The assertion was not an argument, it was an assumption made in this thought experiment. We are assuming the AI can outclass human thinking in the problem setup.
your point about intent is well taken, its unclear how super systems w/o intent will operate. this article is talking about our ability to contain a super AI that does have Ill intent.
I agree we are stretching to be able to analyze how these systems will behave. We had ZERO idea the kinds of capabilities that would emerge from GPT systems before we built them. And we don't understand them now. like we are with another human, we must simply observe its behavior from the outside.
But your assurance we can "pull the plug" is based on an assumption that we can know the effect of actions. but the world is very complex, and the world of software even more so. Imagine one agent must look at the actions of a second agent and ensure they are safe. I dont need to know anything about AI to understand the inherent difficulty of this task. Especially when the second agent is submitting CODE to be run. There are so many ways of hiding ones real intent.

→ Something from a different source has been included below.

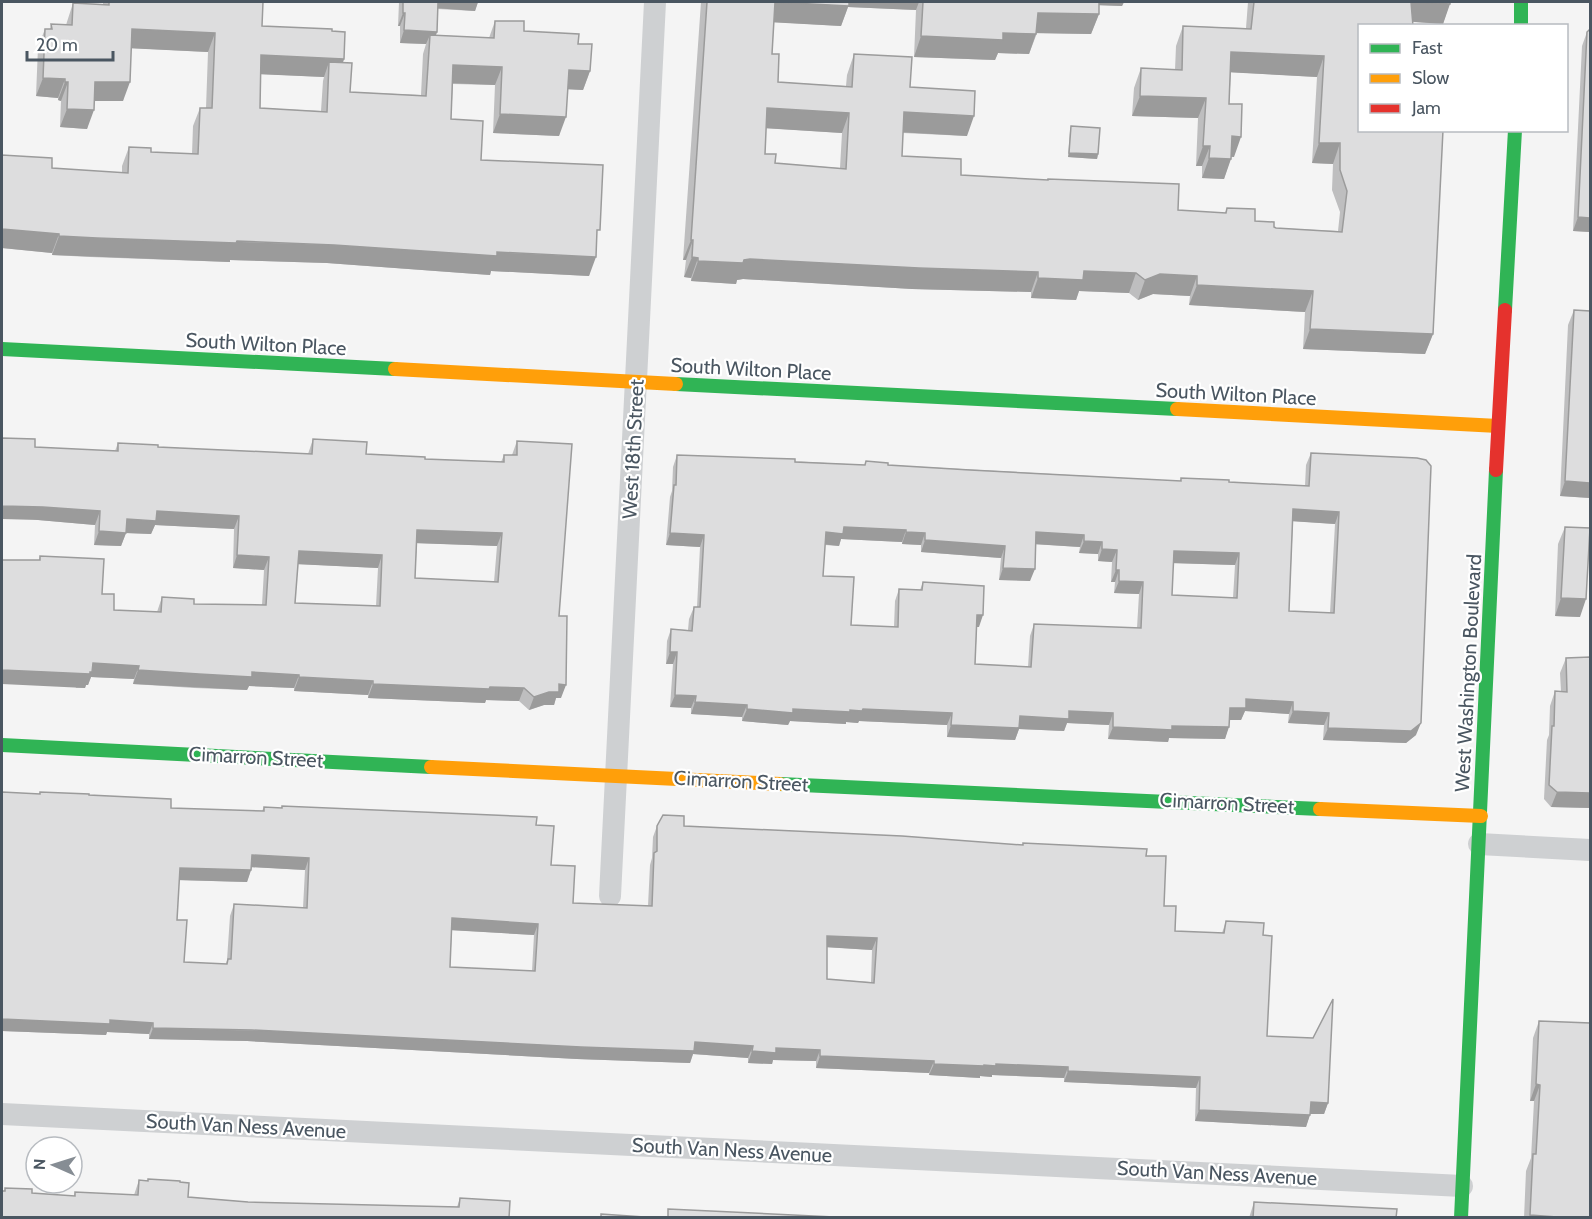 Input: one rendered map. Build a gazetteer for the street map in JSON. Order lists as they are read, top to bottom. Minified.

knowing when to pull the plug is a sys-admin knowing when to disable a fraudulent account. its not easy at all to distinguish benign vs malevolent actions. The world is too complex... too many ways to hide ones true intent.
Notice I am making all of these argument w/o reference to the AI at all.
but dont rest to easy about how far away scary AI is. empircal evidence shows improvement is dramatically non-linear. to a first approximation it is step wise, and the size of the steps are quite varied. .... and the size of the GPT step is colossal.